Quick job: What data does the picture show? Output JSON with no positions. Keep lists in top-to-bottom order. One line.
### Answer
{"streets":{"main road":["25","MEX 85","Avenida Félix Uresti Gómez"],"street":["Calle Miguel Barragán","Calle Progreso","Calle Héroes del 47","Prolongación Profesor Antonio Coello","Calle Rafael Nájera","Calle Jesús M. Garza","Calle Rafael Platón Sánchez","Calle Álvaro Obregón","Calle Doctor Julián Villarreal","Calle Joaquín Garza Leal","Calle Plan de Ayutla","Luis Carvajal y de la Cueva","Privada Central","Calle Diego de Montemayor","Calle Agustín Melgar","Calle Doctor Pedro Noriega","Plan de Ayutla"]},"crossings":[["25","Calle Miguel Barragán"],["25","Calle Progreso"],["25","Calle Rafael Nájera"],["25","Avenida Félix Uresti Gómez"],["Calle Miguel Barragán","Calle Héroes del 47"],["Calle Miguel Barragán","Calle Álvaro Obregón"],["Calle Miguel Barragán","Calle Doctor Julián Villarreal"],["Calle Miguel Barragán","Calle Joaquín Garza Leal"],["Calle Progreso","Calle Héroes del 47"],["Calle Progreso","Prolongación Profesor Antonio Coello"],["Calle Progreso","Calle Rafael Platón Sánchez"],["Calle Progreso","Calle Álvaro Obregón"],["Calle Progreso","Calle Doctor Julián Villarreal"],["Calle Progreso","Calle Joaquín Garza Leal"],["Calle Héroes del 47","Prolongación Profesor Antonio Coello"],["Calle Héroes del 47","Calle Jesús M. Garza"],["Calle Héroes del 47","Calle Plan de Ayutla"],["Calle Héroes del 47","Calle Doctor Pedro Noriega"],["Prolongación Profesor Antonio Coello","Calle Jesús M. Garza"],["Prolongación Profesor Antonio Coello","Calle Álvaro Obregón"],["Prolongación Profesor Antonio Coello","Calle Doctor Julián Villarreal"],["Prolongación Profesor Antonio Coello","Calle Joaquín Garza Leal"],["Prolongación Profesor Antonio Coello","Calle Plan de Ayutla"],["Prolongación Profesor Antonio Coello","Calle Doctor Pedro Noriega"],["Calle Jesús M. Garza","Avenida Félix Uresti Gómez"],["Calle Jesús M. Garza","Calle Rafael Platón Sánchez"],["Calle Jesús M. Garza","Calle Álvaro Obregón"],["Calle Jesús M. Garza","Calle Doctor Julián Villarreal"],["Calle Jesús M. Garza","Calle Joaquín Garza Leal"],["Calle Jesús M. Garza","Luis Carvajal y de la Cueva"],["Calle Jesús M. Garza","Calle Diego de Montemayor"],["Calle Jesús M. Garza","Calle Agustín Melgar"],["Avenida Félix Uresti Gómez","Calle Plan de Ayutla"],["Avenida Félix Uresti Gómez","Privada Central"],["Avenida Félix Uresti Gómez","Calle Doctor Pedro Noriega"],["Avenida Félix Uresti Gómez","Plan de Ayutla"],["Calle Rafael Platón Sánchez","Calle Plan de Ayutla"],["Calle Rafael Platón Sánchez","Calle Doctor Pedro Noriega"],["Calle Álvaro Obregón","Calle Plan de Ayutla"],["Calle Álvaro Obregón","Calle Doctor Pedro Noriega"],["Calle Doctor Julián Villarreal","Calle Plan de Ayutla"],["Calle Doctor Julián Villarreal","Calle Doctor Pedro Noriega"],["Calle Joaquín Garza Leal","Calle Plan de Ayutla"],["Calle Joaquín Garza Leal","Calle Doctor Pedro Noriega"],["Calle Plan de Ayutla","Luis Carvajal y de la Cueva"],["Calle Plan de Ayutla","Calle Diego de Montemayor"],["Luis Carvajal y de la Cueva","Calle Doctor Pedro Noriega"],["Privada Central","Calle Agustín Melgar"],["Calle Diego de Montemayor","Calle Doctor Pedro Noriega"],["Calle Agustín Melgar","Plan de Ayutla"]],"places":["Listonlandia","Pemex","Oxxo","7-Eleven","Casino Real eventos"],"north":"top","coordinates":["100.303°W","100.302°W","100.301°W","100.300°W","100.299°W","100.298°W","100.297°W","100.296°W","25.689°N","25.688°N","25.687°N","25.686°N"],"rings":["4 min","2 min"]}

==

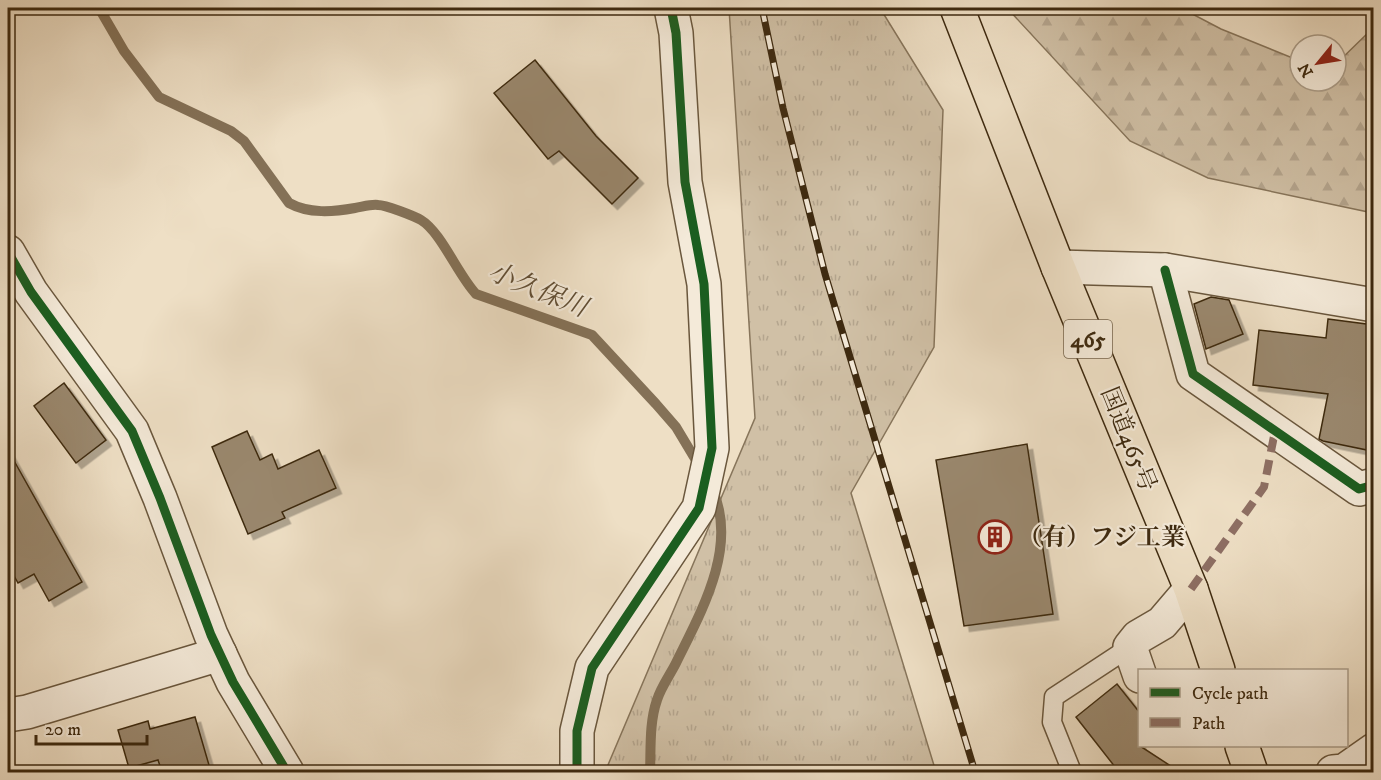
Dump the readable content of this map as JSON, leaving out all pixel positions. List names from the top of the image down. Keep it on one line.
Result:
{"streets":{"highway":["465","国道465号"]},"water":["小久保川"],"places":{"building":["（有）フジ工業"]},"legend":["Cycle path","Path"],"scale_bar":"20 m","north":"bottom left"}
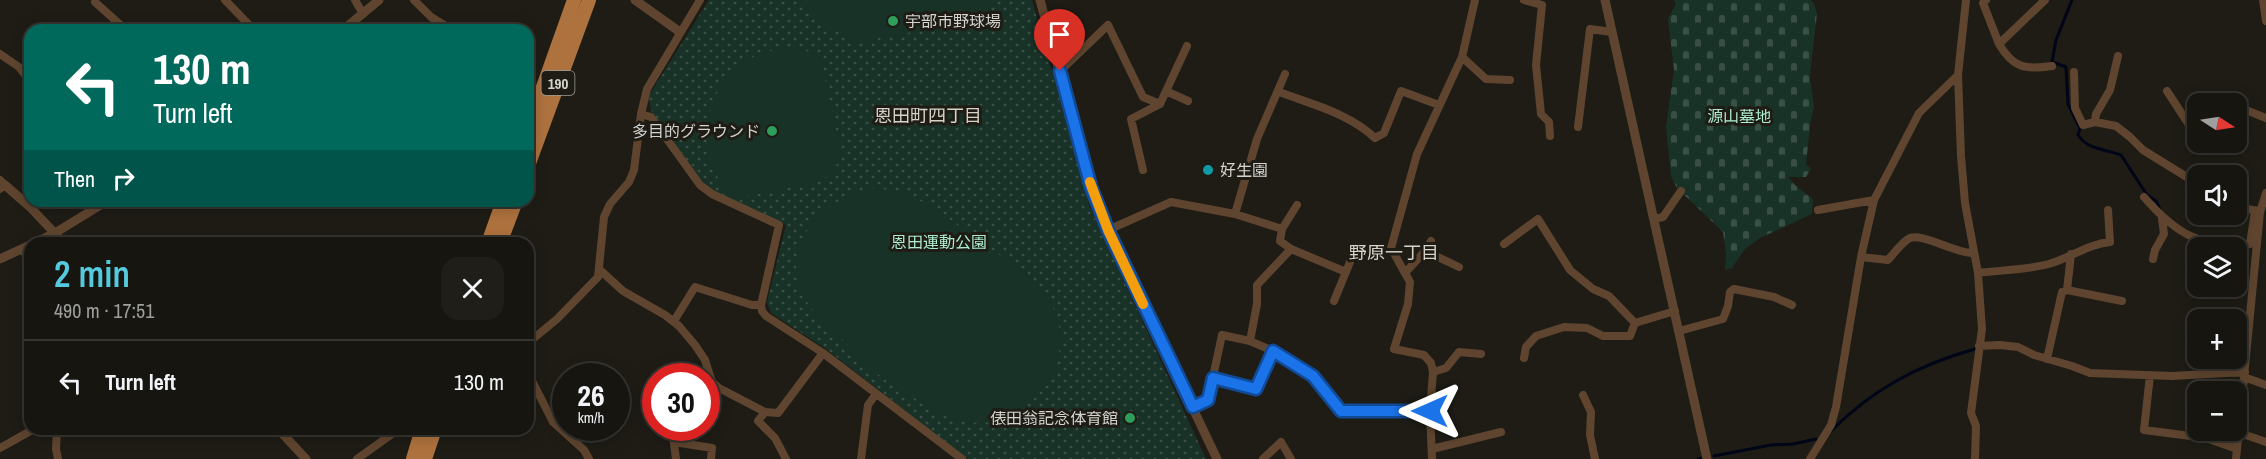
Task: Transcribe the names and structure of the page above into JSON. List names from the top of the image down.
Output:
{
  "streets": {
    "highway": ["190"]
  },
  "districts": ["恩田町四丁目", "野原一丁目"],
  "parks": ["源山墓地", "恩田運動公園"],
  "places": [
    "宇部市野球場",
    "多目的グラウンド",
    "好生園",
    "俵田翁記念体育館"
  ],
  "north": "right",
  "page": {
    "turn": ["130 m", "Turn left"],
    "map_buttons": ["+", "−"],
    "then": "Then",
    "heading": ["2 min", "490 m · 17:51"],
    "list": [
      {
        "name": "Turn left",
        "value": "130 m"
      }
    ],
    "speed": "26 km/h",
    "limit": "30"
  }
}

---

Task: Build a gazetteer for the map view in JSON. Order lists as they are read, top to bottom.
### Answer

= What is required =
Where a line in the listing above includes the string "image", copy that line.

= Your response =
Dump the readable content of this map as JSON, leaving out all pixel positions. List names from the top of the image down. Keep it on one line.
Task: Transcribe the names and structure of the page above into JSON. List names from the top of the image down.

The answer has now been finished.